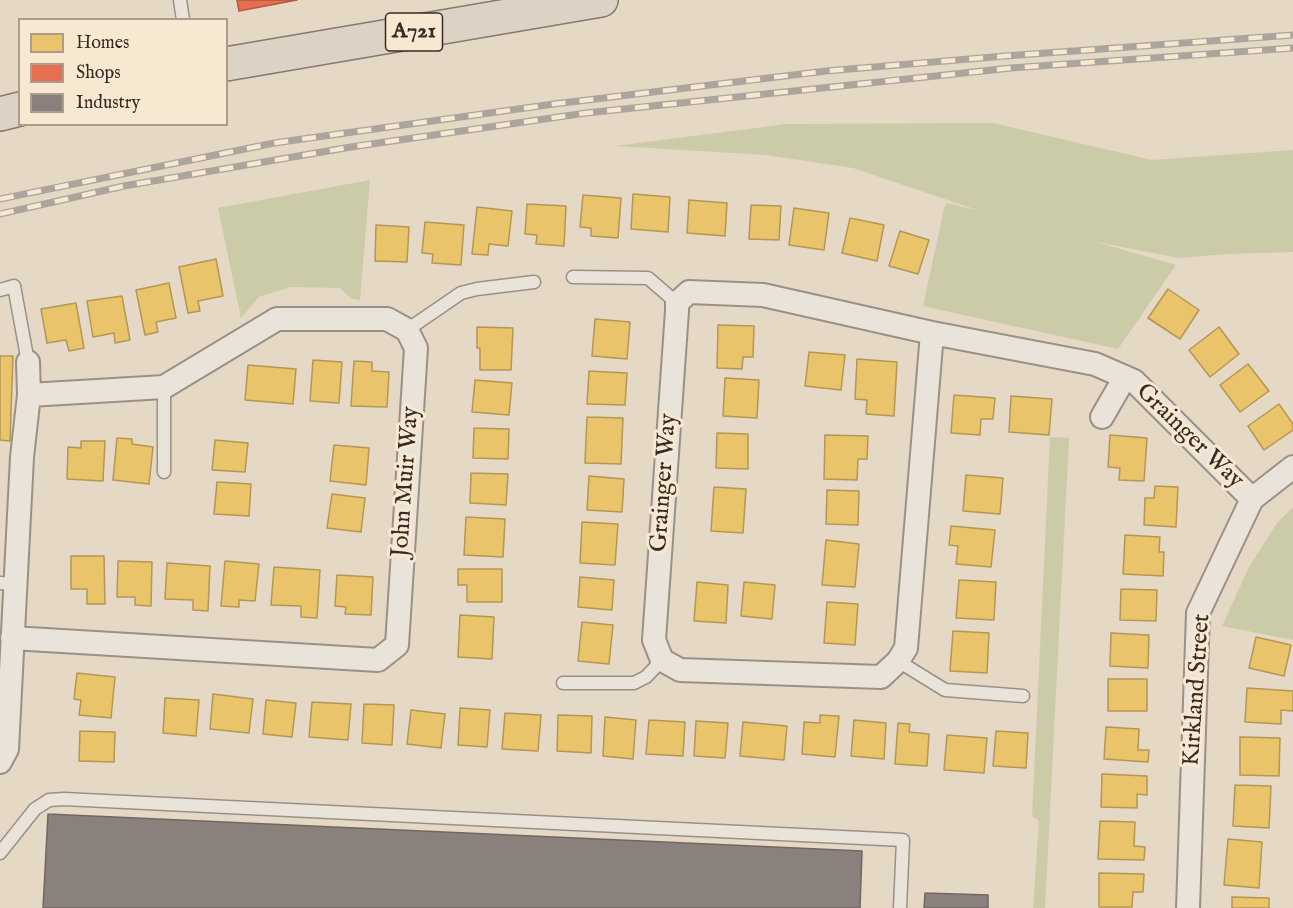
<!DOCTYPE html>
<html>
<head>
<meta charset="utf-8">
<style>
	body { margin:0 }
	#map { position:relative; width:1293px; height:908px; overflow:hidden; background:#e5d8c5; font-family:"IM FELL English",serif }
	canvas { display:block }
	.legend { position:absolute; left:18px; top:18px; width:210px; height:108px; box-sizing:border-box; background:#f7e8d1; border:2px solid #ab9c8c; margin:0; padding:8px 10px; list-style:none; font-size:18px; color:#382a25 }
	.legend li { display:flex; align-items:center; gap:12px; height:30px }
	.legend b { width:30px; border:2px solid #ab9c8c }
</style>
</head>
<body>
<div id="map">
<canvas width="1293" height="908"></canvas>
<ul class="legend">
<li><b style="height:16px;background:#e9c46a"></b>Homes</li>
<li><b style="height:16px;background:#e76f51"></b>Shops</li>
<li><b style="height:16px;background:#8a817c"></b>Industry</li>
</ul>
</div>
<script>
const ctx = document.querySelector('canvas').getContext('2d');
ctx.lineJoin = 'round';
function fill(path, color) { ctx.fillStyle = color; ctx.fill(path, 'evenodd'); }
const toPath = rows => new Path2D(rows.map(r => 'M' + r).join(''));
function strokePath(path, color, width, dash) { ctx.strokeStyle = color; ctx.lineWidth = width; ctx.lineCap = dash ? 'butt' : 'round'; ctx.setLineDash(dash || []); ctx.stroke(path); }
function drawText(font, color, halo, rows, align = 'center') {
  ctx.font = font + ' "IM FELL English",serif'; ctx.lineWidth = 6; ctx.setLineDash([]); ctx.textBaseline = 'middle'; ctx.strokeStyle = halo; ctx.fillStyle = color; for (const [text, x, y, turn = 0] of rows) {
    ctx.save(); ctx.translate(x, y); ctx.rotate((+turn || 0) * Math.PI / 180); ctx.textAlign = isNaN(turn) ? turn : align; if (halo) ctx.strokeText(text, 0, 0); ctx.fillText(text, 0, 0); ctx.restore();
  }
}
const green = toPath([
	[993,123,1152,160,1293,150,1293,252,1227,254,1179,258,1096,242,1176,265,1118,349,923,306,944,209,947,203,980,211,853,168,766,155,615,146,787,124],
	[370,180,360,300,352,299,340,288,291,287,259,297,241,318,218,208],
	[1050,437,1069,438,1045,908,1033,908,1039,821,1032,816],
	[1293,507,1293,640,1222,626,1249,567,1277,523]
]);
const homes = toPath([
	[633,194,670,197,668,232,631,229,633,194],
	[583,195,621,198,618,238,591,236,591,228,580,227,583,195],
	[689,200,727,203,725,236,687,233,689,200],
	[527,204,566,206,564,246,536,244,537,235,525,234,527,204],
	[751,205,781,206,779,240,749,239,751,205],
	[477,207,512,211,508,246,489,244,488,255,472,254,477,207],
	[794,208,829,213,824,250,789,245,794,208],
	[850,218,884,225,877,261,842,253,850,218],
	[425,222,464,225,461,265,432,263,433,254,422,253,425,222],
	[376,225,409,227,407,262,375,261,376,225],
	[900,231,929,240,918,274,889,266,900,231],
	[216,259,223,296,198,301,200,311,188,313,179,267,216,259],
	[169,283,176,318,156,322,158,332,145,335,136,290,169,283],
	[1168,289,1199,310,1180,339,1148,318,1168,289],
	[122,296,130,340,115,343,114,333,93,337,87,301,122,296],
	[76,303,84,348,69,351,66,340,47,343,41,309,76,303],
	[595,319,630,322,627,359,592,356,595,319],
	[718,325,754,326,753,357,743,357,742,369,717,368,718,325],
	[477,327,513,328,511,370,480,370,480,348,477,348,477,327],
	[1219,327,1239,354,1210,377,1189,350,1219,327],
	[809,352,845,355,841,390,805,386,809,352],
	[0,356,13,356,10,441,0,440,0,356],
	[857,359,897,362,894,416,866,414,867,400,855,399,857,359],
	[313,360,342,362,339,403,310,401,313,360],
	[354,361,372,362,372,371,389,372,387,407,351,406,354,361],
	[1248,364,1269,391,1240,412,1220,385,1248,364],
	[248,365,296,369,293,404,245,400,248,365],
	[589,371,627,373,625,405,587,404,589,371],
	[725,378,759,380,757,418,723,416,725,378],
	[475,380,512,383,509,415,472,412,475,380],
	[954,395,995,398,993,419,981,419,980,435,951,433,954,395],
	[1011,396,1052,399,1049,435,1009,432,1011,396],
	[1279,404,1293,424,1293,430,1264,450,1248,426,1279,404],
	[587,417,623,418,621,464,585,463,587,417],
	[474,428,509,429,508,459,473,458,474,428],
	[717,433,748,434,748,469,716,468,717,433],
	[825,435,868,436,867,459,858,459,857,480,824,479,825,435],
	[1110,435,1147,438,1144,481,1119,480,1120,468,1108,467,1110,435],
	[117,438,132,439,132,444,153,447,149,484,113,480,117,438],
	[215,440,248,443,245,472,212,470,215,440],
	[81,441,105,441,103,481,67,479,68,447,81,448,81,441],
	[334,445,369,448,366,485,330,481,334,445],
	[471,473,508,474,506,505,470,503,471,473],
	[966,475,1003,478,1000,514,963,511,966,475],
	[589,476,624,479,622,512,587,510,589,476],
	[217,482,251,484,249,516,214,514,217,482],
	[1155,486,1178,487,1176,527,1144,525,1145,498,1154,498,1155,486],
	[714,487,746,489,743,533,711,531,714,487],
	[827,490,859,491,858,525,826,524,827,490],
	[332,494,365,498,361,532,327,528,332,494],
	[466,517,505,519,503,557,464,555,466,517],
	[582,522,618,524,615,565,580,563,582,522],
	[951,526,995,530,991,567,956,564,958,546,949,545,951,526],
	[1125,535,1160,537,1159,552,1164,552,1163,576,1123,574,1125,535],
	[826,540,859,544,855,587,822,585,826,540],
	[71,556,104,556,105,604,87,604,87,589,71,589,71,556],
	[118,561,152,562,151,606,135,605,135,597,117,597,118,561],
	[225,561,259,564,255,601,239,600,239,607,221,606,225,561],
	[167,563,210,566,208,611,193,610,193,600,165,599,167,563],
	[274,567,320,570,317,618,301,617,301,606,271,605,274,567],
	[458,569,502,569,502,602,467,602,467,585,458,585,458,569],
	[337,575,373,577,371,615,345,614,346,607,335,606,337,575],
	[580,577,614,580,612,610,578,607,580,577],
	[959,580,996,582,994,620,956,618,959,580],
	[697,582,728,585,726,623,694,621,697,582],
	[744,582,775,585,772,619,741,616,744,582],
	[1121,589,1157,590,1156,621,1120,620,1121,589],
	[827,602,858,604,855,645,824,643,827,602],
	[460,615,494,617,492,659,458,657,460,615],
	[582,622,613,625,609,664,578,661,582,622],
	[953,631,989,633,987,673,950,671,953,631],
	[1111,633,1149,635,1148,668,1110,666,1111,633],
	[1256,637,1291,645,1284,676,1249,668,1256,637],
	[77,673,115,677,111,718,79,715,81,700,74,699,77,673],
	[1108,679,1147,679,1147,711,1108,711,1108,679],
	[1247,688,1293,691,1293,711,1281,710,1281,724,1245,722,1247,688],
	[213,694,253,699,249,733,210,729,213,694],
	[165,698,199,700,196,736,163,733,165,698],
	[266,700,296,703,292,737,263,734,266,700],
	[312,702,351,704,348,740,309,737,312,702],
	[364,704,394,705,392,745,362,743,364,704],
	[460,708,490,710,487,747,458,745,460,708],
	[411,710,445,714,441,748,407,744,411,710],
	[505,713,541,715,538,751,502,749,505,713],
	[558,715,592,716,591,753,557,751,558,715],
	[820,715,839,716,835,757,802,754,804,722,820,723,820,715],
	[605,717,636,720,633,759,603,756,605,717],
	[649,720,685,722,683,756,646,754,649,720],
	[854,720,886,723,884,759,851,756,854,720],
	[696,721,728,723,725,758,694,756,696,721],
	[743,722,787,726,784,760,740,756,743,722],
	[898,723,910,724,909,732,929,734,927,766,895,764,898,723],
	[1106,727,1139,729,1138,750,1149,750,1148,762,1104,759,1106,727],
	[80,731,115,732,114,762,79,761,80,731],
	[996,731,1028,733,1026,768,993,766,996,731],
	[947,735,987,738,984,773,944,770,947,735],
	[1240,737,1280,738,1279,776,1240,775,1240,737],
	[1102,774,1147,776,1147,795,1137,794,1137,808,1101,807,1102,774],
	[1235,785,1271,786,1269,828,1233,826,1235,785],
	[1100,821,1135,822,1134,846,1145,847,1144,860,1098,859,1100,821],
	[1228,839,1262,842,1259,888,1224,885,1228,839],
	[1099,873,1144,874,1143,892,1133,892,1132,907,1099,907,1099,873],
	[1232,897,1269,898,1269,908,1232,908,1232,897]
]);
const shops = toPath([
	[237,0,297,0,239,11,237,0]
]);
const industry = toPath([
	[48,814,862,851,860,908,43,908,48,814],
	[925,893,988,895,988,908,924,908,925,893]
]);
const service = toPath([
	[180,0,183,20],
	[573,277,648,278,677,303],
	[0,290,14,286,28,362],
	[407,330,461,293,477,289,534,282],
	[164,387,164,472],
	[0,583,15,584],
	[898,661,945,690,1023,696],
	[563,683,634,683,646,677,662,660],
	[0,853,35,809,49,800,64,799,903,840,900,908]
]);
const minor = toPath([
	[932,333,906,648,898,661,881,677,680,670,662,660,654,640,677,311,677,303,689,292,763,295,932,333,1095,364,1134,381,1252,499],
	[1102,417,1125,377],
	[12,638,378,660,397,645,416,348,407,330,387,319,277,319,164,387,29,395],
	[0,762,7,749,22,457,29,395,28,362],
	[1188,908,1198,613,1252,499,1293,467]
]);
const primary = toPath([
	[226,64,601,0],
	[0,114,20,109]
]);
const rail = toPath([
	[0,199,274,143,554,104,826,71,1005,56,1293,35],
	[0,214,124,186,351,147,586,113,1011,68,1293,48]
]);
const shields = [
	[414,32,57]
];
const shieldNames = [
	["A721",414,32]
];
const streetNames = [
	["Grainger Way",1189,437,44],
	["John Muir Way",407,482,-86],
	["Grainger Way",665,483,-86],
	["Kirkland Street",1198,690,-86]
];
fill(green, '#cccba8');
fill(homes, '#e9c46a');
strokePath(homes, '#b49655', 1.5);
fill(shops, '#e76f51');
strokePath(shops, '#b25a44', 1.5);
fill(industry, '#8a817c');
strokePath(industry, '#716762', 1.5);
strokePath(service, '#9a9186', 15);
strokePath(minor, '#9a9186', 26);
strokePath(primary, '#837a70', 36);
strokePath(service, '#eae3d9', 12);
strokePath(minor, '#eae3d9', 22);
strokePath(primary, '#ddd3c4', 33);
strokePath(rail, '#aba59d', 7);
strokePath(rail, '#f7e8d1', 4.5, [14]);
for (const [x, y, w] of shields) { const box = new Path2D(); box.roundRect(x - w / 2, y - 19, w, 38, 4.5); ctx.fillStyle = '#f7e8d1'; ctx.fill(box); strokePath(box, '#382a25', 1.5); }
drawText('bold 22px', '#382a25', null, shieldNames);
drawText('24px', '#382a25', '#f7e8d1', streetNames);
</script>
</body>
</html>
**********
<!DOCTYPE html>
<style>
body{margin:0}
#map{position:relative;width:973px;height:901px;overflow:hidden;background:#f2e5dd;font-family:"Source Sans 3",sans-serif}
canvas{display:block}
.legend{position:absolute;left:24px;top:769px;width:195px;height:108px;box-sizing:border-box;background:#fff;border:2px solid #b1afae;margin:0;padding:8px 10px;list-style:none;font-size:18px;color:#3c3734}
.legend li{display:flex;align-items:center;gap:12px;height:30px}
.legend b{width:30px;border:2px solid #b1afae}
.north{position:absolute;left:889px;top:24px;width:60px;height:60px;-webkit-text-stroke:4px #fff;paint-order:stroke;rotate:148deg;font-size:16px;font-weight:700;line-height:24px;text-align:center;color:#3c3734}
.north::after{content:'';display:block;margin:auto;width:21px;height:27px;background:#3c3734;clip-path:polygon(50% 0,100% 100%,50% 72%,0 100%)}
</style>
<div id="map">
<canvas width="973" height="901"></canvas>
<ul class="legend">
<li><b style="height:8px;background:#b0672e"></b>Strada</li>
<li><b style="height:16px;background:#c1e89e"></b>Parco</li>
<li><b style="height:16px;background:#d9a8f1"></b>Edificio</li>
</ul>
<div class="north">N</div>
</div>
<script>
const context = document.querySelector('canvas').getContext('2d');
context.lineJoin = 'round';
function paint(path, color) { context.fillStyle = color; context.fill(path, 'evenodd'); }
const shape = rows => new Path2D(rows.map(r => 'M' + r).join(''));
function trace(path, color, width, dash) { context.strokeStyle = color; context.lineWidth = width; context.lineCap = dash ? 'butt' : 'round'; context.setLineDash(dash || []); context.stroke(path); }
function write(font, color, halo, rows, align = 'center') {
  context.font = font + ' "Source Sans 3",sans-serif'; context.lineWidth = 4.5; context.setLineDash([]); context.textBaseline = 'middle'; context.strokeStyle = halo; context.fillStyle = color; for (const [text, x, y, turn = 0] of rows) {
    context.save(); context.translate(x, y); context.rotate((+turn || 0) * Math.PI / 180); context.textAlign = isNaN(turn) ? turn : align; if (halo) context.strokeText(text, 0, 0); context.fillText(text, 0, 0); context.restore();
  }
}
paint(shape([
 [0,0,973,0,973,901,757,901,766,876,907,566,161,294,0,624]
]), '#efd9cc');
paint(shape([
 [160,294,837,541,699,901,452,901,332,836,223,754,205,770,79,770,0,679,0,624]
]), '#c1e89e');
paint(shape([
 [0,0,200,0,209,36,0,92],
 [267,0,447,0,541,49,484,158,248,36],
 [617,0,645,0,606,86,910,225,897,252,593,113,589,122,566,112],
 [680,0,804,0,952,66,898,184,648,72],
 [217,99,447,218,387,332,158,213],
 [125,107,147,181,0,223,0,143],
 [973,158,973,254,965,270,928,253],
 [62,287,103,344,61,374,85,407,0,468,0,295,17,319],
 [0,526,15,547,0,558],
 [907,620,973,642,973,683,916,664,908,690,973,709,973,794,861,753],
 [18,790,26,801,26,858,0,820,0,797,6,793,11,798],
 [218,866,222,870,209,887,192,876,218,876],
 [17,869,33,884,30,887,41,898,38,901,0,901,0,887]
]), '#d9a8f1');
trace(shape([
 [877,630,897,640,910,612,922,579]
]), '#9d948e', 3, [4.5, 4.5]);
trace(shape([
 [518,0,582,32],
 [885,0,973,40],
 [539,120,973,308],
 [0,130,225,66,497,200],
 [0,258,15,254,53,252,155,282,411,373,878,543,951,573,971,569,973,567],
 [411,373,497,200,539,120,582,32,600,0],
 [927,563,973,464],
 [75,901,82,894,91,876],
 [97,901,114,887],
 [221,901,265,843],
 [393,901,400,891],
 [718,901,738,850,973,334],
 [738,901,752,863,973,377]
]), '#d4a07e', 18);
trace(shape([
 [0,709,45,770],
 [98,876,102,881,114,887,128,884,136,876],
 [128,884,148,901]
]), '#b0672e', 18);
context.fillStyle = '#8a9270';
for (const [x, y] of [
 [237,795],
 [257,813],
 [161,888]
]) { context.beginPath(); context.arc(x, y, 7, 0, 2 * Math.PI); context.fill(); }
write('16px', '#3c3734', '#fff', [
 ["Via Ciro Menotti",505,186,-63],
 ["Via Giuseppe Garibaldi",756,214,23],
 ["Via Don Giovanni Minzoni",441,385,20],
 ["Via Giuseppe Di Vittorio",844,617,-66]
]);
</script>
**********
**Your assignment:** Tally up how many lines in the records contain the string "canvas". Answer with that figure only.

**Your response:** 6